I don't doubt that he was born here, and the fact that he's from "mexifornia" That just probably means his parents climbed the fence! 
Won't be long before they have more rights than we do, it's already heading in that direction. Lesnar might be a class 1 jerk, I'm just saying I'd be more excited if someone else had beat him.


----------



## Buzz (Oct 24, 2010)

I really don't give a hoot about his tat or where he's from.   I just like watching MMA and boys, Cain beat the living tar out of Brock Lesnar.   As Nitro said, you really need to see the footage - total ownage.   It wasn't a lucky punch or a fluke.   Lesnar took him down a couple of times and he got right back up immediately.  Every strike Cain landed seemed to hurt Brock and it seemed as if once Brock realized he wasn't going to be to lay on him and smother him, the fight just left him and the whipping started

Lesnar is a big very tough guy, but his striking is terrible.     Cain Velazques is just a better fighter all around than Brock and if they fight again - chances are he'll smash Lesnar again.    Last night looked like a grown man beating a really big child.



Nitro said:


> Fellas,
> 
> I could care less if Cain Velasquez is green and Martian by heritage.
> 
> He did what no one thought could be done. He crushed Lesnar. You need to see the footage. Cain absolutely destroyed Lesnar. We were stunned and all here were pleased.



Agreed 100%


----------



## Nitro (Oct 24, 2010)

Can't believe race got thrown into the equation......... ridiculous. I am surprised and disappointed to read those comments.

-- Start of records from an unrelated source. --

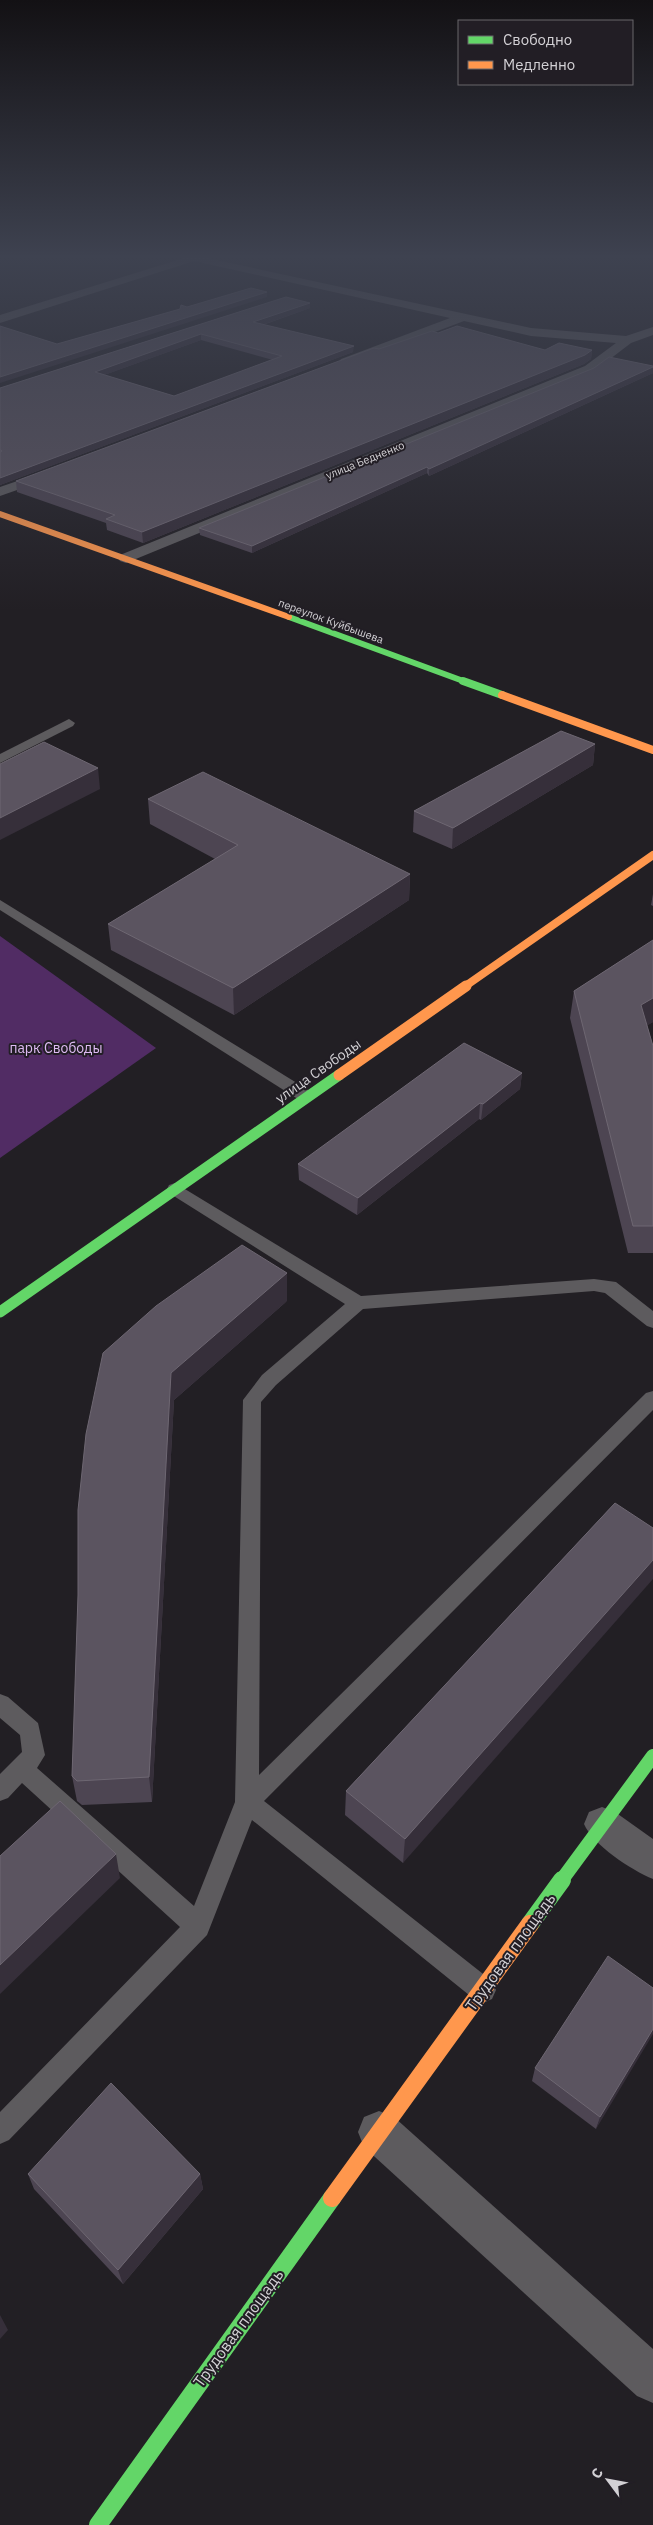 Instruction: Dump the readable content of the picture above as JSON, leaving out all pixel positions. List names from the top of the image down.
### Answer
{
  "streets": {
    "street": [
      "улица Бедненко",
      "переулок Куйбышева",
      "улица Свободы",
      "Трудовая площадь"
    ]
  },
  "crossings": [
    ["улица Бедненко", "переулок Куйбышева"]
  ],
  "parks": ["парк Свободы"],
  "legend": ["Свободно", "Медленно"],
  "north": "top left"
}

Buzz, I loved watching Lesnar get his comeuppance. He ran his mouth recklessly. Not to mention the comments about "burritos and Coronas" he made. That is what should be upsetting you all. That is uncalled for and quite frankly ignorant.

Velazquez showed much more class in victory than Lesnar ever has. No cursing , so salivating, no sexually demeaning comments about his wife.

Most importantly, no bragging. He just went in there and got the job done in brutal fashion.

He will make a better champion than Lesnar for sure. I applaud him.


----------



## Craig Knight (Oct 24, 2010)

The UFC brought race into the equation with their commercials about what could be the first heavy weight "Mexican" champion long before anyone one here did.  I don't really give a hoot, I just think its awful sad that one thing is just pride when it's one race and ignorance when its another. Lilt I said before Cain won and did it in fine fashion.  Congrats to him.


----------



## burkehunter (Oct 24, 2010)

I would need to see a rematch and if Cain won again then I would say he is better than Lesnar.


----------



## Nitro (Oct 24, 2010)

burkehunter said:


> I would need to see a rematch and if Cain won again then I would say he is better than Lesnar.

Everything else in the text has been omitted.